TICA’s own Genetics Committee acknowledged in their comments that “not all possible genetic causes of DBE will cause sensory deficits in affected cats", yet recommended blanket disqualification anyway. The proposal compared DBE to physical deformities like “crossed eyes, undershot jaws, or visible tail faults,” treating a benign iris pigmentation variant as equivalent to structural abnormalities.

Perhaps most revealing was the committee’s own explanation for why DBE needed restriction: these cats are “considered desirable” because they have “an exotic and attractive appearance.” Not because of welfare data. Because they’re attractive. Because they’re competition


But it doesn’t stop there. There are breeders who publicly say they wish the same rule applied to Sphynx. The same breeders who walk in the same rings with their white blue or odd-eyed cats. Where is the logic here? Eye colour isn’t even judged in Sphynx, it gives zero points.

In Sphynx DBE exists only in the safe, harmless forms. So, what exactly is being protected here?  Ethics or ego, as it seems a fair competition ends right where the hunt for rosettes begins.


And the terrible irony? The Netherlands already banned Sphynx cats, and Germany and Belgium will probably follow. Not because of welfare data, but because of the same false stories, built and spread not by activists or cat owners but by breeders themselves.


Breeders who still don’t get that a mutation doesn’t mean disease. Breeders who would rather prefer gatekeeping and are rushing with crusade than open a paper . And now the bans are coming. Not because of solid data on health, not because of actual suffering. But because the public narrative was shaped by the loudest hypocrites in the room — breeders who spent years screaming “unnatural,” “unethical,” “mutated,” every time something new appeared.


At last, but not least, I keep wondering if those breeders have ever stepped outside their comfort zone. If they ever stopped for a moment to think about what their actions actually cause.
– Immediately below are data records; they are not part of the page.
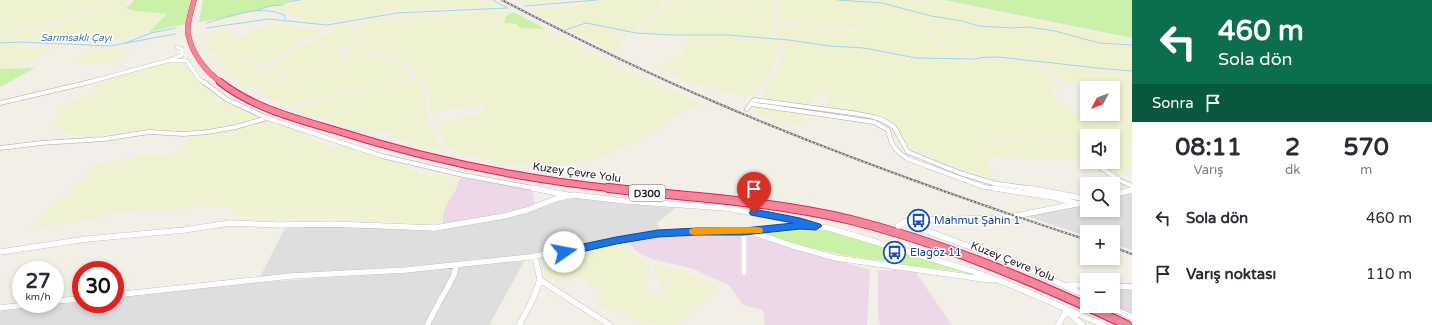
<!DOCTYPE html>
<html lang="tr">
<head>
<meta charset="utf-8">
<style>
  body { margin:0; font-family:"Varela Round",sans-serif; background:#f2f2f3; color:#2b2b33; height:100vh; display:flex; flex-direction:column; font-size:15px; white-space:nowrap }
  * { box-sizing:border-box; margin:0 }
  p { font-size:13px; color:#7c7c81 }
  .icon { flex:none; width:22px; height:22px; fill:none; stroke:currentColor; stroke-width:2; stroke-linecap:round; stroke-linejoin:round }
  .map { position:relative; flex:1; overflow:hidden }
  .details { display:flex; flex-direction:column; background:#fff; width:300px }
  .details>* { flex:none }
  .top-card { background:#0b6e4f; color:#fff; overflow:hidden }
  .needle { width:26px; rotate:229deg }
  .tools { position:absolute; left:1080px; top:81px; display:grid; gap:8px }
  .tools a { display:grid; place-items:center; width:40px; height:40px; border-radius:0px; background:#fff; box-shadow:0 2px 6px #0003; font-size:20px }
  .speed { position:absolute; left:12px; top:261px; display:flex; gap:8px; font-size:20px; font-weight:700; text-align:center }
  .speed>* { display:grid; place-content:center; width:52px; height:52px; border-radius:50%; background:#fff; box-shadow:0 2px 6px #0003; line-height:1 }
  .speed small { font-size:10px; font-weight:400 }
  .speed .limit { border:6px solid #d22; background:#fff; color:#111 }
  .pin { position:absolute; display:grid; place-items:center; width:34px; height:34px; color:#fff; margin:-41px -17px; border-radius:50% 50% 50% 0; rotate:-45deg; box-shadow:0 0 4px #0007 }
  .pin .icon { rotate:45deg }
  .me { position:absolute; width:44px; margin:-22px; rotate:78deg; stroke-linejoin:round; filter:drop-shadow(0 0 3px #0008) }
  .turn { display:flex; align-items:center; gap:14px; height:84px; padding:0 20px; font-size:18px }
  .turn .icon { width:52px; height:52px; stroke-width:2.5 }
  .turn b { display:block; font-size:28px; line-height:34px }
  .then { display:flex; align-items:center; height:38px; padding:0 20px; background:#0003; gap:8px; font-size:15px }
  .eta { display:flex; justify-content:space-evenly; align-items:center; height:68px; text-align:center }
  .eta b { font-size:24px; font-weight:700; line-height:28px }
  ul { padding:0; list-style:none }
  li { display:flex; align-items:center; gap:12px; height:56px; padding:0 20px }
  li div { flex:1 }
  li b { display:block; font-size:15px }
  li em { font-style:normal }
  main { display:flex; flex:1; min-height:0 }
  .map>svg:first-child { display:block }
  .residential { fill:#dfdede }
  .industrial { fill:#ecd8e8 }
  .farmland { fill:#eff2d1 }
  .grass { fill:#cbf1a9 }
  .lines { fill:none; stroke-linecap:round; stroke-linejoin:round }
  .stream { stroke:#a3d4e4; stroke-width:1 }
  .minor-far2-casing { stroke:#a8a8a8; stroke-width:4 }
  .minor-far1-casing { stroke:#a8a8a8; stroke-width:5 }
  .minor-casing { stroke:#a8a8a8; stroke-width:6 }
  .highway-far2-casing { stroke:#ee175d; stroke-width:5.5 }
  .highway-far1-casing { stroke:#ee175d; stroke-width:8 }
  .highway-casing { stroke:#ee175d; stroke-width:10 }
  .minor-far2 { stroke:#fff; stroke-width:3.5 }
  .minor-far1 { stroke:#fff; stroke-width:4 }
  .minor { stroke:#fff; stroke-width:5.5 }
  .highway-far2 { stroke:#f0889a; stroke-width:5 }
  .highway-far1 { stroke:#f0889a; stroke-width:6 }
  .highway { stroke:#f0889a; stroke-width:8 }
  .rail-casing { stroke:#6f6f6f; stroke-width:2 }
  .rail { stroke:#fff; stroke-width:1; stroke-dasharray:2; stroke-linecap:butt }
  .route { fill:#1a73e8; stroke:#114b97 }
  .slow { fill:#f59e0b }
  .labels { text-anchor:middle; stroke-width:3; stroke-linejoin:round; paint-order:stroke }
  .far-water-label { font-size:10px; font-style:italic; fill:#4078b3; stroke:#fff }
  .shield { fill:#fff; stroke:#646464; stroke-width:1 }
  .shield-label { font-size:10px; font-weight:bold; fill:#212121 }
  .street-label { font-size:11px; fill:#212121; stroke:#fff }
  .transit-label { font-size:11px; fill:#164399; stroke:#fff; text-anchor:start }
</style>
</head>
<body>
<main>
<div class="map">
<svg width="1132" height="325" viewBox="0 0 1132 325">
  <rect width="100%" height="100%" fill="#f2efe7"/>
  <path class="residential" d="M1132,189V250L1113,244V232H1087V236L1026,216L1087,201V210H1113V195Z
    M577,198L678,206L657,223L660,230L625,236L585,245L540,253L430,265L260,277L286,226L438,228L486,222L538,209L559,201Z
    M525,260L489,325H0V310L81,300V304H115V296L241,284L440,269Z
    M1113,283H1132V319L1113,306Z"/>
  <path class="industrial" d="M460,178L497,182L532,191L535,205L504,215L443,224V210L455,191Z
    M678,233L737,234L757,237L870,270L867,325H765L763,310L743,305L729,285L691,268L656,260L642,255L633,248L629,240L634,238Z
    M878,270H914L952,325H880L878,317Z"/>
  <path class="farmland" d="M0,0H130L124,7L76,17L86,10L87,4L81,12L71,18L49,22L38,28L0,32Z
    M304,0H491L503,7L391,10L383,14L323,23L295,19L299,17V16L273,9Z
    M513,0H574L527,4Z
    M602,0H663L660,6L633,32L579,22L571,27H561L539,16L538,13L529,10L532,8L582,5L583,3Z
    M668,0H738L734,5L727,6L685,3Z
    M740,0H780L775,5L771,20L738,6L737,5Z
    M782,0H836L881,4L927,16L928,20L914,21L956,57H916L870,48L781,39L775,34V23L838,32H856L854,29L863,26L837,31L773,20L778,5Z
    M841,0H934L1132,40V45L1096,42L1054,31L1027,27L1011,28L979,25L963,21L934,17L883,3Z
    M668,2L741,8L771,21L772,33L776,37H758L724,34L668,35L641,33Z
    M126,8L138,12L167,14L151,29L136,36L123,40L105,42L63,40L46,41L25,39L0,41V35L40,29L54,23Z
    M499,10L509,13L504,22H469L438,19L445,14Z
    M433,14L441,16L433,21L467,23L485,22L514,24L519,25L521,28L549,31L625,69L706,106L693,108L676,116L644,139L613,152L599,159L567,162L558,165L530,166L503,163L460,153L444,144L438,129L444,123L485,113L482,104L431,113L429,90L412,68L393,58L346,50L404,29L399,22V15Z
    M395,16L398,19L397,22L401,29L373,39L371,28L372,26H353L355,23Z
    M930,17L961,22L982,27L1013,29L1029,28L1055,32L1098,43L1132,46V70L1092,67L1047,60L986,55L967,57L959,56L919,23L930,21Z
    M351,23L353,29L360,34L349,38L358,43L357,45L342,49L312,40L333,32V28Z
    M278,24L323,30L306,40L295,42L300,44L269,63L264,64L212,52L208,50L207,46L217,43L207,40L203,36L204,34L226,28L234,32L237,38L259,29Z
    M583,25L625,33L628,35L620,43L617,51L614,52L568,30Z
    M368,26L370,27L371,31L368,33L371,34V39L361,42L353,39L364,34L360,33L354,28Z
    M692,36H733L779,41L774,67L769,76L758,85L752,97L724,92L683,80L657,67L684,55L682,53Z
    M787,40L829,47L863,49L921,60L972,61L984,58L1036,63L1062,88L1051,89L1057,100L1076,115L1110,116L1109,114H1113V88H1090L1088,85L1063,82L1049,71L1042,63L1097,71L1132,73V166L1122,176L1120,177L1114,175L1095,162H1113V136H1087V156L1071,141L1005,140L988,138L990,141L997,142H1042L1046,144L1058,158L1055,160L984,157L995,178L973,173L935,160V158L910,148L903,141L899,130L892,123L893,120L826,108L827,93L813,95L809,106L761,98L767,82L774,75L781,61L784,48L783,42Z
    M310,42L336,49L341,58L286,78L275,84L261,88H249L234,79L238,76L261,72L273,68L284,58Z
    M17,43L26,44L0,55V44Z
    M132,47L111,64L74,63L91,50Z
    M27,48H54L17,68L0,69V58L12,52Z
    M342,51L386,59L403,67L413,78L386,88L369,92L363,90L314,100L284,81L291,77L342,60L346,62L348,72L346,74L349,75L348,62Z
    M211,56L235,59L265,68L261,70L232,75Z
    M185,60L199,81L224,98L220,100H227L259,116V120L204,131L157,130L114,136V132L73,138L71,137L72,132L65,133L61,132V129H53L59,114L57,108L97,92L93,85L169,62Z
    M413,80L419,81L426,97L429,122L377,133L338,124L295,109L336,97L382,90Z
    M284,83L311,100L310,101L290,106L272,100L258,92L261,90Z
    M758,107L805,112L802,125L773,120L756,111Z
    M267,120L309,133L305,138L323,143L334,149L341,144L388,158L407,169L418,174L428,177L431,174L459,179L455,191L445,207L442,219L435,224H418L334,218L270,219L238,215L231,207L196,206L182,210L164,209L109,212L106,217L31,229L59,199H63L97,164L133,159L135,156L182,154L192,134Z
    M423,124L430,126L437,142L444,149H436L392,138L393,130Z
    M1045,142L1070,143L1085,160L1062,159Z
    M615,246L624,248L636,258L651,265L645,293L665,295L653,264L696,277L715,286L717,290L678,325H659L630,320L631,314L599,307L601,289L590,288L584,277L553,281L546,277L543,264L547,260Z"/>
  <path class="grass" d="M134,0H191L187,24L169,27L148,33L167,14L135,11L125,8L129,6Z
    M203,0H298L286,1L282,4L231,17L199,22Z
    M944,0H1132V38Z
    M513,12L515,13L546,29L520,28L516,24L504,23L506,16Z
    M35,68L0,87V69Z
    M806,227L820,228L891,249L889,259L886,261C845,257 808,248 769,236L767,234L769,232Z
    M898,250L991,279L955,271L900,264L897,261Z"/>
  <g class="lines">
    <path class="stream" d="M493,0L507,8
      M838,0L882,3L931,16L963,21L978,26L1012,28L1028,27L1055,31L1099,43L1132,45
      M525,6L597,0
      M255,11L269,6L282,5L287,2L300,0
      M207,23C231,16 259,4 284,15L285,19
      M206,28L269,19L327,25L397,13L508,8
      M565,30L586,23L636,33L672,35H728L789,40L830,46L864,48L916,58L975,59C991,55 1008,58 1024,60C1060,63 1096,69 1132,71
      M0,43L21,42L110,46L175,34
      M125,43L151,33L175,28"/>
    <defs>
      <path id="minor-far2" d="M170,60L187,61L199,79L205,83
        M86,83L170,60L182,55V49L177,47"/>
      <path id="minor-far1" d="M204,82L226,99L267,118L382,156L463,175L538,189
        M0,103L90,82
        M751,104L874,122L888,130C892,146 894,150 908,159L984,187L1001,189
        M747,109L754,100L852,113L874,117L883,120L894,127L908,152L960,173L993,183L1034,189
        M0,148L41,143L104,139L149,132L183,134L208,132L236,127L267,118
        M1093,162L1119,180L1132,186"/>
      <path id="minor" d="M533,188L567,195
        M994,188L1053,197L1078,204
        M1028,188L1087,199
        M1113,195L1132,190
        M903,222L1019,265L1087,296
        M898,226L905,222L914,220L1004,218L1087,202
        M744,232V273
        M751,232L793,246L836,258L990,280
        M0,252L87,239L184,230L230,223L280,225L331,224L435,228L504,216L527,210L558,198L574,195L625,201L726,208L811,224
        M892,266L895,240
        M540,280L610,325
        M1067,285H1087
        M1113,286L1132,287
        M115,295L291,276L406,270L530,257L659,233L697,231L744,232L800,226L829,228L969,270L1011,285L1104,325
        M55,301L81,299
        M1108,306L1132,317
        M0,308L33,304
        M1066,311L1083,325
        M427,325L454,275L456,266
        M519,325L533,299L540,280L535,257
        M1058,325L1067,310"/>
      <path id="highway-far2" d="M194,0C192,10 186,24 188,34C192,54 206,72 222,83"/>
      <path id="highway-far1" d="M220,82C252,107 293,118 331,129C425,159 520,179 618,189"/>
      <path id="highway" d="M608,188C689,197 772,201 851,220C947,244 1037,283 1127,325"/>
    </defs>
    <use href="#minor-far2" class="minor-far2-casing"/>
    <use href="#minor-far1" class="minor-far1-casing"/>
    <use href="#minor" class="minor-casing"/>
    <use href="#highway-far2" class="highway-far2-casing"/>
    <use href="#highway-far1" class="highway-far1-casing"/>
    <use href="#highway" class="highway-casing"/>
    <use href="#minor-far2" class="minor-far2"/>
    <use href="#minor-far1" class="minor-far1"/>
    <use href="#minor" class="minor"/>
    <use href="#highway-far2" class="highway-far2"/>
    <use href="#highway-far1" class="highway-far1"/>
    <use href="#highway" class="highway"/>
    <defs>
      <path id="rail" d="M502,0C573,37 644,72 717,103C838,155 962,199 1087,240
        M1113,247L1132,254"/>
    </defs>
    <use href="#rail" class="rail-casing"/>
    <use href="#rail" class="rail"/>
  </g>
  <path class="route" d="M754,209L800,218L820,224L822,226L816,230L800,229L744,235H697L658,237L616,244L564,256L560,255L558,252L560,250L564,248L616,237L658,230L697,228H744L793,223L751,215L749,213L751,210Z"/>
  <path class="slow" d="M758,227L762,228L763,230L762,233L694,235L690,234L689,231L690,229L694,228Z"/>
  <defs>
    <symbol id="bus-ring" viewBox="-11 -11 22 22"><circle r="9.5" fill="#fff" stroke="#1a4fb4" stroke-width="1.5"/><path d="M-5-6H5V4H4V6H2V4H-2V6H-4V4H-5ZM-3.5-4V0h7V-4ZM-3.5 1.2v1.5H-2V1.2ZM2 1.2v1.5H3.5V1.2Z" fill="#1a4fb4"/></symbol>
  </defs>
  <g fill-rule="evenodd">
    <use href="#bus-ring" x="906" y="208" width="25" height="25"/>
    <use href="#bus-ring" x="882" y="240" width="25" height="25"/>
  </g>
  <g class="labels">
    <g class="far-water-label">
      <text x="76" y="41">Sarımsaklı Çayı</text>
    </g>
    <rect class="shield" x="629" y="185" width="36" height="16" rx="3"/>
    <g class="shield-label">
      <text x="647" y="197">D300</text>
    </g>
    <g class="street-label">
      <text transform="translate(577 172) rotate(8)" y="4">Kuzey Çevre Yolu</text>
      <text transform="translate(1013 261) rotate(22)" y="4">Kuzey Çevre Yolu</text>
    </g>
    <g class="transit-label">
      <text x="934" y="224">Mahmut Şahin 1</text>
      <text x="910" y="256">Elagöz 11</text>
    </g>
  </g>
</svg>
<div class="tools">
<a><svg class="needle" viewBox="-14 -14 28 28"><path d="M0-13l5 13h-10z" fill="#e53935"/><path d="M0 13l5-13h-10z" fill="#7c7c81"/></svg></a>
<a><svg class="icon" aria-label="sound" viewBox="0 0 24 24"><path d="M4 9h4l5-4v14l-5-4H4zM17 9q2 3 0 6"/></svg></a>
<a><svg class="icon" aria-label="search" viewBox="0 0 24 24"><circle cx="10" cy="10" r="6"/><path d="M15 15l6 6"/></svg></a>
<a>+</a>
<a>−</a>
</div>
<div class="speed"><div>27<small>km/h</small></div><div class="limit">30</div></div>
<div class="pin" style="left:754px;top:213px;background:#d93025"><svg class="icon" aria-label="arrive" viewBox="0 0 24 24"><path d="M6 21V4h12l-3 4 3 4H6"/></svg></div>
<svg class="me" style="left:564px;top:252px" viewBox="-20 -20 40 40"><circle r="19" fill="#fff"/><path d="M0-13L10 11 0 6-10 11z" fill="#1a73e8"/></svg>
</div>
<section class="details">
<div class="top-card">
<div class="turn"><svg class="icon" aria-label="left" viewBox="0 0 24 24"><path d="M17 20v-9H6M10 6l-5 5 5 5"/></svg><div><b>460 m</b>Sola dön</div></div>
<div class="then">Sonra<svg class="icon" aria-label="arrive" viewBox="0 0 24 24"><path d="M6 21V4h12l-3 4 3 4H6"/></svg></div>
</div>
<div class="eta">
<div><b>08:11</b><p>Varış</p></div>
<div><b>2</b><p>dk</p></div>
<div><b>570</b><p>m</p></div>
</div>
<ul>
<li><svg class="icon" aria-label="left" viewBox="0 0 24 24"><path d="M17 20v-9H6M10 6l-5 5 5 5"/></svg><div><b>Sola dön</b></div><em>460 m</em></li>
<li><svg class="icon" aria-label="arrive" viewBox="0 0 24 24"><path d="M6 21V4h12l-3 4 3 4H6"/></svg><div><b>Varış noktası</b></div><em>110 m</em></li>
</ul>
</section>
</main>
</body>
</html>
Because when they keep gatekeeping and building this false narrative against breeders who works with new traits, who try to do things ethically, openly and transparently, without hiding anything from the clubs — it only destroys what’s left of trust in this field.

These are people who spend their own time on research, their own money on testing, on extensive DNA panels, scans, lab work - things those critics have never even bothered to do, and yet they’re the ones being mocked and harassed for doing more.


And what happens then? When ethical and transparent breeders are pushed away and replaced by backyard breeders, the work stops being monitored, the cats stop being tested, and the breeding becomes uncontrolled, hidden, and cruel.


Maybe it’s finally time to think about the wider consequence of their actions. Not just whether it’s good for them, or for their name in the ring. Because once the honest ones are gone, the new traits will be left in the hands of those who don’t care at all.